* **TASK MATERIAL**
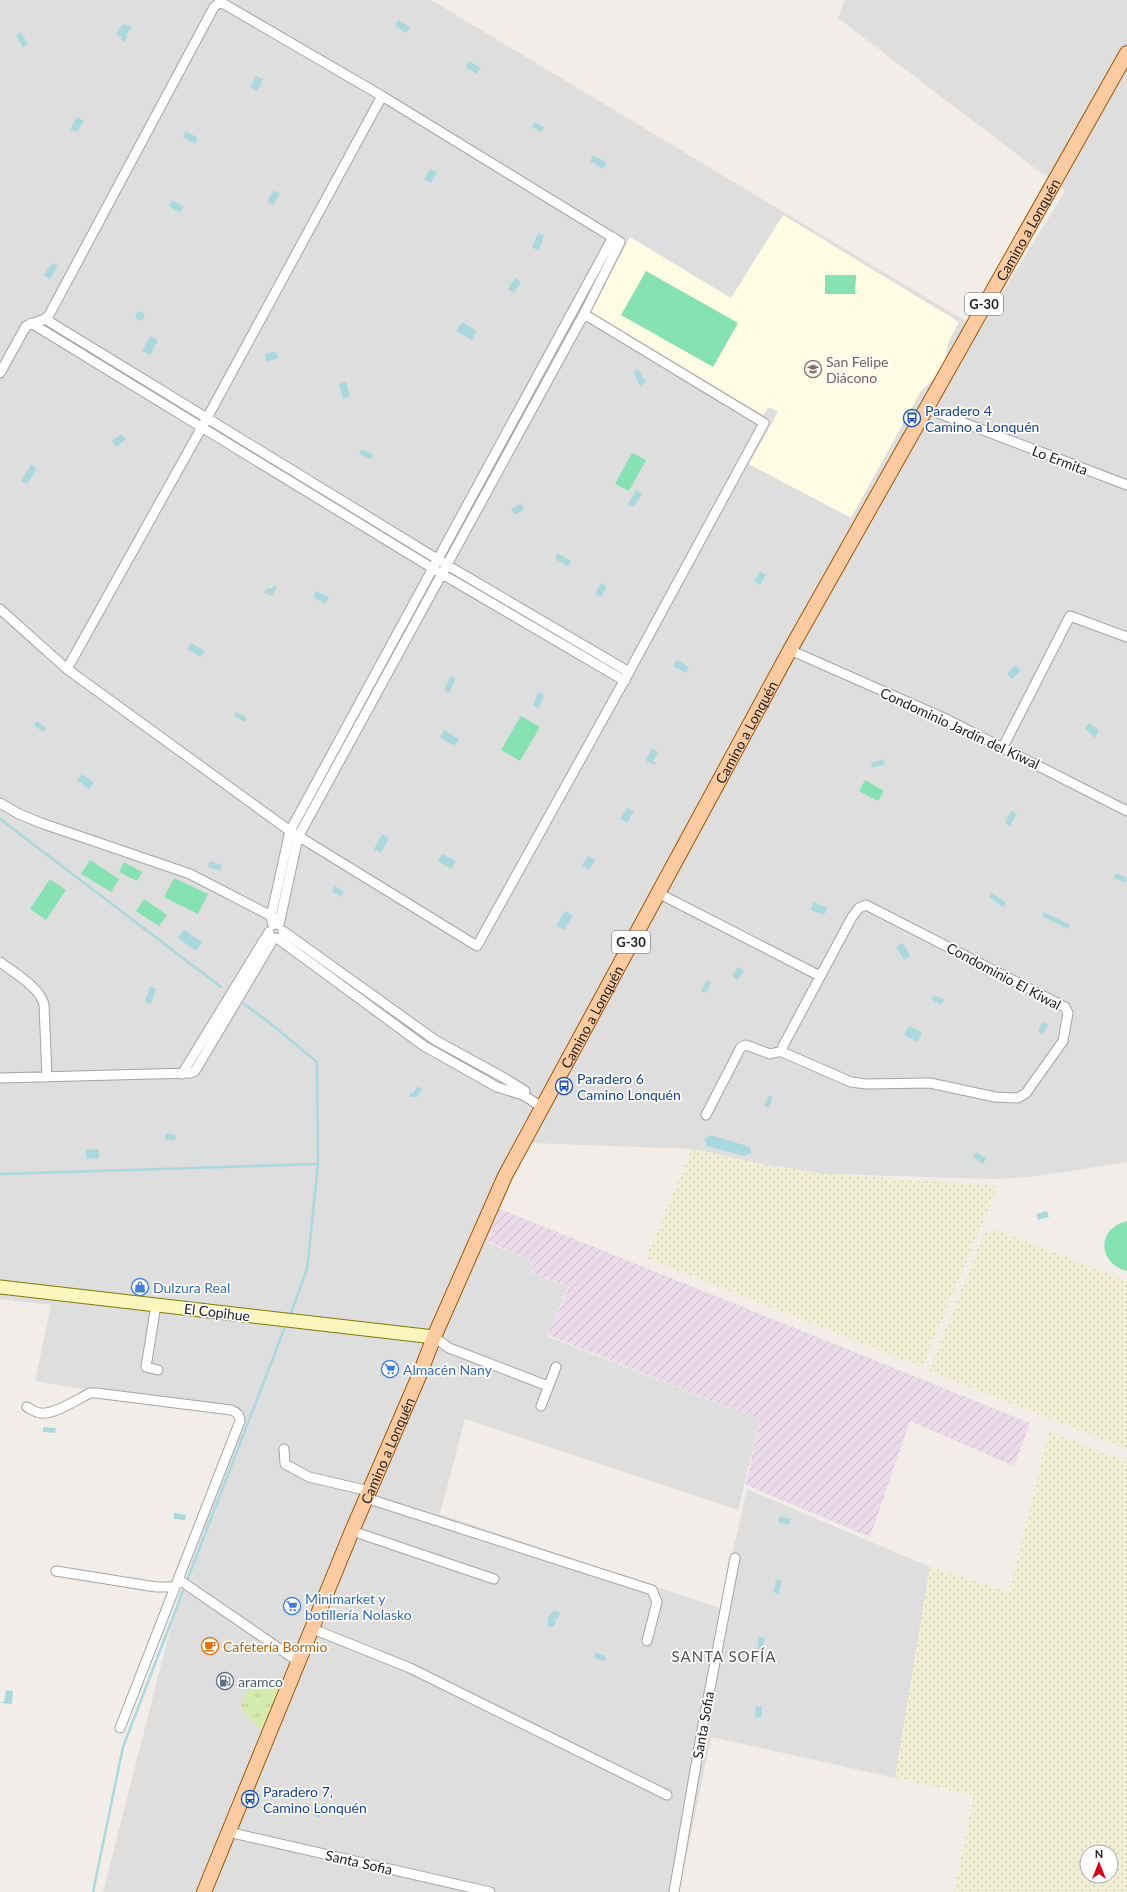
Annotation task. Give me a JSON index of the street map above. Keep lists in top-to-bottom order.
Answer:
{
  "streets": {
    "main road": ["Camino a Lonquén", "G-30", "El Copihue"],
    "street": [
      "Lo Ermita",
      "Condominio Jardín del Kiwal",
      "Condominio El Kiwal",
      "Santa Sofia"
    ]
  },
  "crossings": [
    ["Camino a Lonquén", "Lo Ermita"],
    ["Camino a Lonquén", "Condominio Jardín del Kiwal"],
    ["Camino a Lonquén", "El Copihue"],
    ["Camino a Lonquén", "Santa Sofia"]
  ],
  "districts": ["SANTA SOFÍA"],
  "places": {
    "school or university": ["San Felipe Diácono"],
    "bus stop": ["Paradero 4 Camino a Lonquén", "Paradero 6 Camino Lonquén", "Paradero 7, Camino Lonquén"],
    "shop": ["Dulzura Real"],
    "supermarket": ["Almacén Nany", "Minimarket y botillería Nolasko"],
    "cafe": ["Cafetería Bormio"],
    "fuel station": ["aramco"]
  },
  "north": "top"
}
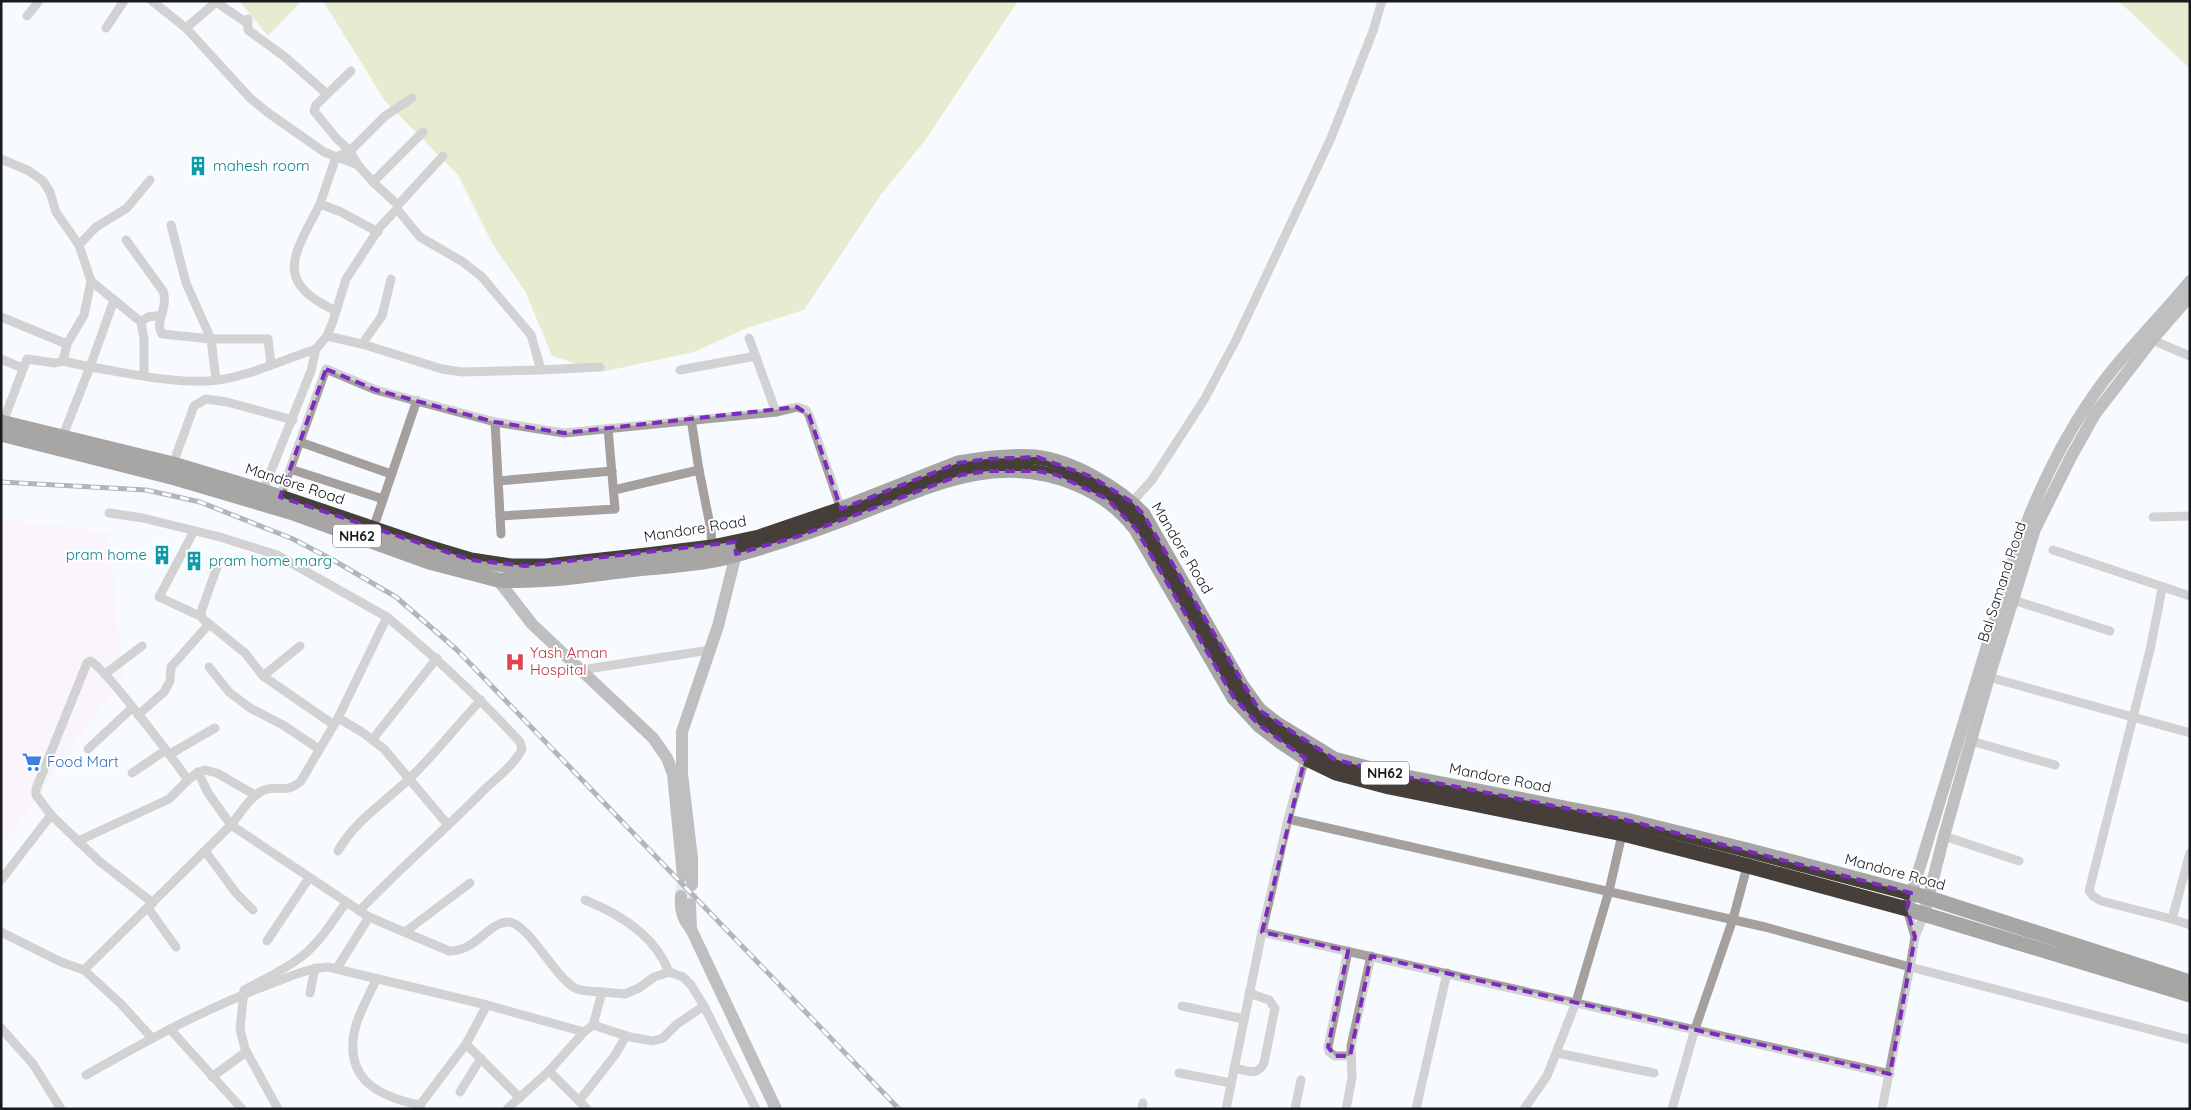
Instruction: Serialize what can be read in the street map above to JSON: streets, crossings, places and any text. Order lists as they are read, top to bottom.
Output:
{
  "streets": {
    "highway": ["Mandore Road", "NH62"],
    "main road": ["Bal Samand Road"]
  },
  "crossings": [
    ["Mandore Road", "Bal Samand Road"]
  ],
  "places": {
    "building": ["mahesh room", "pram home", "pram home marg"],
    "hospital": ["Yash Aman Hospital"],
    "supermarket": ["Food Mart"]
  }
}
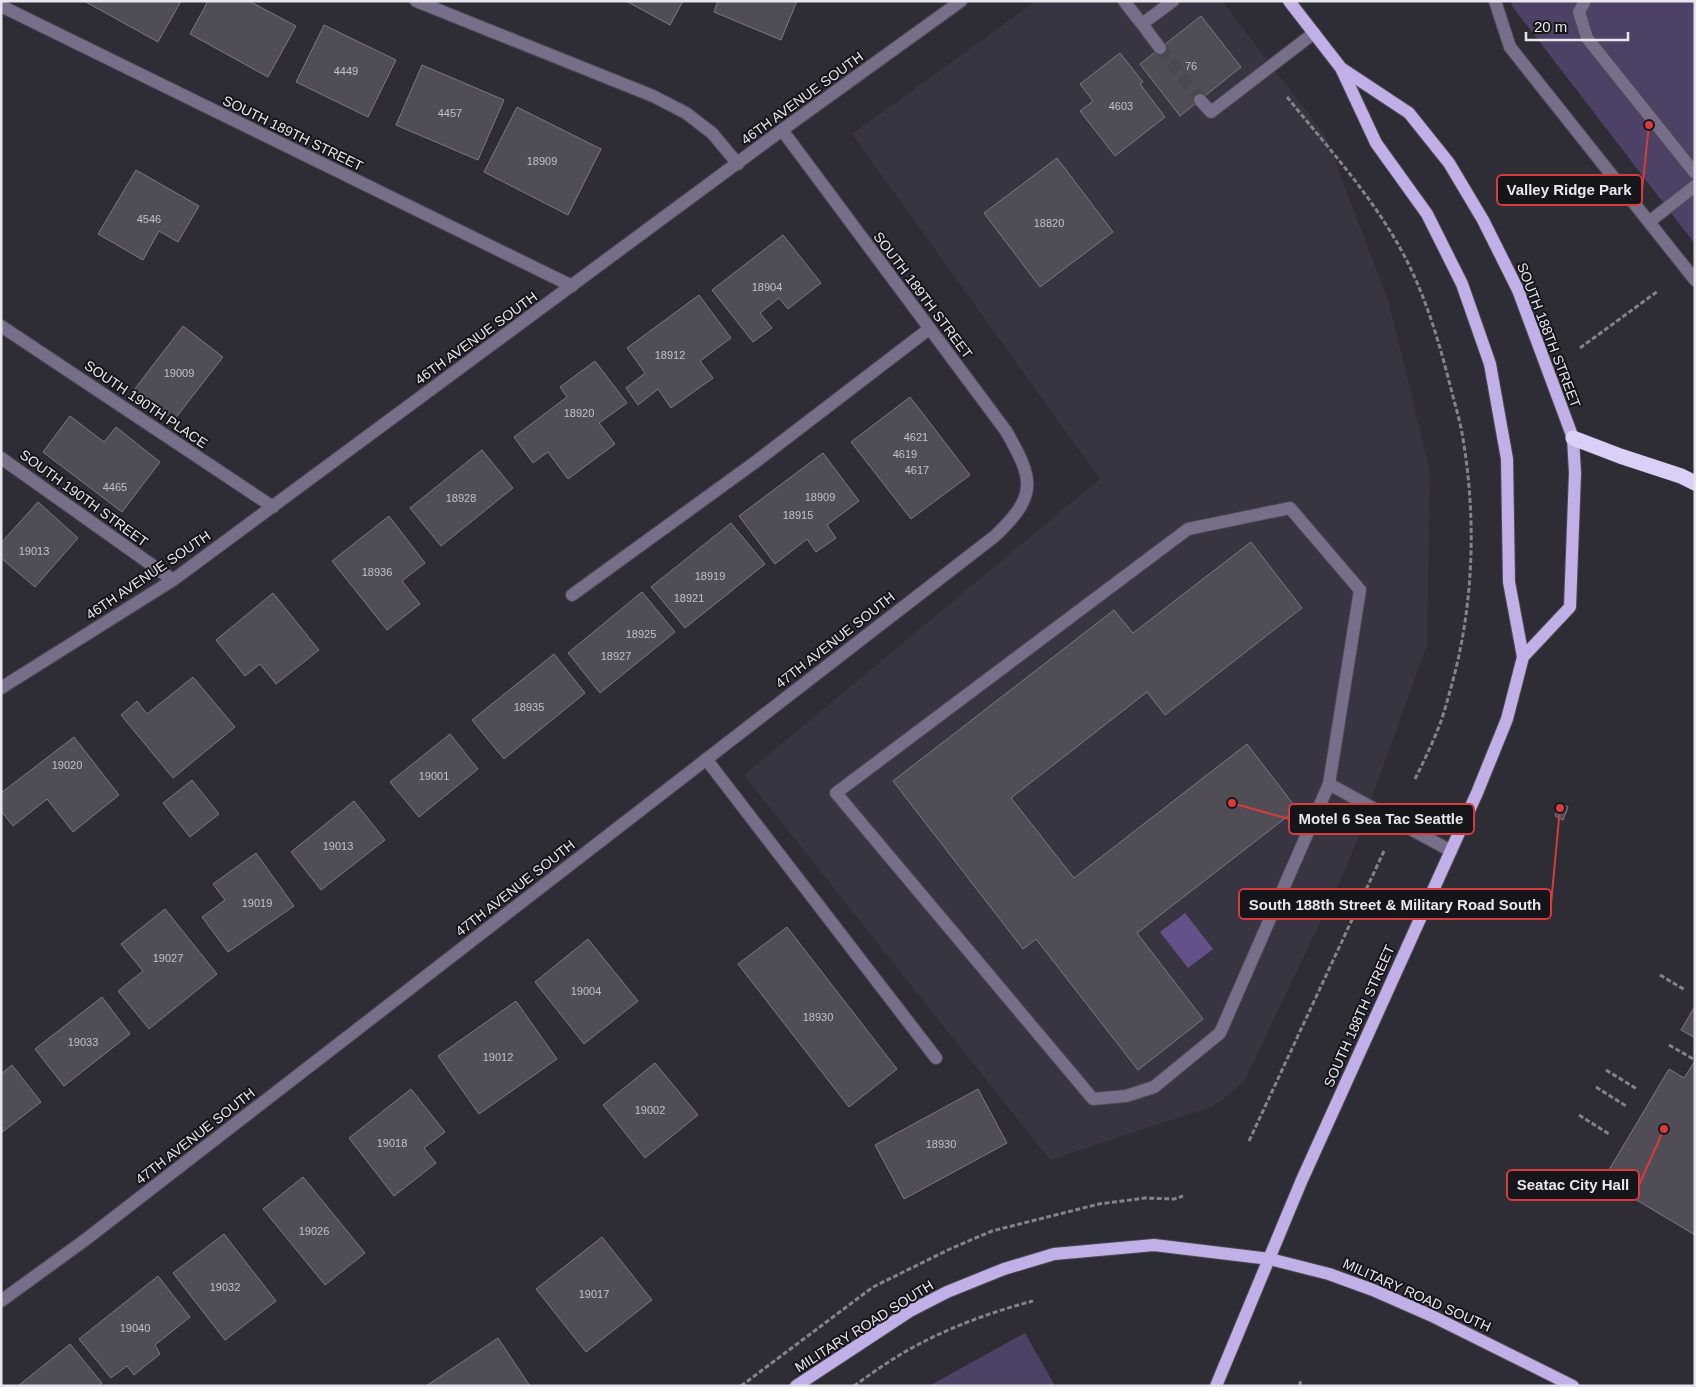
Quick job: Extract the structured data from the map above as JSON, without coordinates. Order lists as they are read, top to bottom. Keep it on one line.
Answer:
{"streets":{"main road":["SOUTH 188TH STREET","MILITARY ROAD SOUTH"],"street":["46TH AVENUE SOUTH","SOUTH 189TH STREET","SOUTH 190TH PLACE","SOUTH 190TH STREET","47TH AVENUE SOUTH"]},"crossings":[["46TH AVENUE SOUTH","SOUTH 189TH STREET"],["46TH AVENUE SOUTH","SOUTH 190TH PLACE"],["46TH AVENUE SOUTH","SOUTH 190TH STREET"],["SOUTH 189TH STREET","47TH AVENUE SOUTH"],["SOUTH 188TH STREET","MILITARY ROAD SOUTH"]],"places":["Valley Ridge Park","Motel 6 Sea Tac Seattle","South 188th Street & Military Road South","Seatac City Hall"],"house_numbers":["76","4449","4603","4457","18909","4546","18820","18904","18912","19009","18920","4621","4619","4617","4465","18909","18928","18915","19013","18936","18919","18921","18925","18927","18935","19020","19001","19013","19019","19027","19004","18930","19033","19012","19002","19018","18930","19026","19032","19017","19040"],"scale_bar":"20 m"}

* **YOUR INSTRUCTIONS**
Output every record above verbatim, excluding images.

* **EXERCISE RESPONSE**
Annotation task. Give me a JSON index of the street map above. Keep lists in top-to-bottom order.
Answer:
{
  "streets": {
    "main road": ["Camino a Lonquén", "G-30", "El Copihue"],
    "street": [
      "Lo Ermita",
      "Condominio Jardín del Kiwal",
      "Condominio El Kiwal",
      "Santa Sofia"
    ]
  },
  "crossings": [
    ["Camino a Lonquén", "Lo Ermita"],
    ["Camino a Lonquén", "Condominio Jardín del Kiwal"],
    ["Camino a Lonquén", "El Copihue"],
    ["Camino a Lonquén", "Santa Sofia"]
  ],
  "districts": ["SANTA SOFÍA"],
  "places": {
    "school or university": ["San Felipe Diácono"],
    "bus stop": ["Paradero 4 Camino a Lonquén", "Paradero 6 Camino Lonquén", "Paradero 7, Camino Lonquén"],
    "shop": ["Dulzura Real"],
    "supermarket": ["Almacén Nany", "Minimarket y botillería Nolasko"],
    "cafe": ["Cafetería Bormio"],
    "fuel station": ["aramco"]
  },
  "north": "top"
}
Instruction: Serialize what can be read in the street map above to JSON: streets, crossings, places and any text. Order lists as they are read, top to bottom.
Output:
{
  "streets": {
    "highway": ["Mandore Road", "NH62"],
    "main road": ["Bal Samand Road"]
  },
  "crossings": [
    ["Mandore Road", "Bal Samand Road"]
  ],
  "places": {
    "building": ["mahesh room", "pram home", "pram home marg"],
    "hospital": ["Yash Aman Hospital"],
    "supermarket": ["Food Mart"]
  }
}
Quick job: Extract the structured data from the map above as JSON, without coordinates. Order lists as they are read, top to bottom. Keep it on one line.
Answer:
{"streets":{"main road":["SOUTH 188TH STREET","MILITARY ROAD SOUTH"],"street":["46TH AVENUE SOUTH","SOUTH 189TH STREET","SOUTH 190TH PLACE","SOUTH 190TH STREET","47TH AVENUE SOUTH"]},"crossings":[["46TH AVENUE SOUTH","SOUTH 189TH STREET"],["46TH AVENUE SOUTH","SOUTH 190TH PLACE"],["46TH AVENUE SOUTH","SOUTH 190TH STREET"],["SOUTH 189TH STREET","47TH AVENUE SOUTH"],["SOUTH 188TH STREET","MILITARY ROAD SOUTH"]],"places":["Valley Ridge Park","Motel 6 Sea Tac Seattle","South 188th Street & Military Road South","Seatac City Hall"],"house_numbers":["76","4449","4603","4457","18909","4546","18820","18904","18912","19009","18920","4621","4619","4617","4465","18909","18928","18915","19013","18936","18919","18921","18925","18927","18935","19020","19001","19013","19019","19027","19004","18930","19033","19012","19002","19018","18930","19026","19032","19017","19040"],"scale_bar":"20 m"}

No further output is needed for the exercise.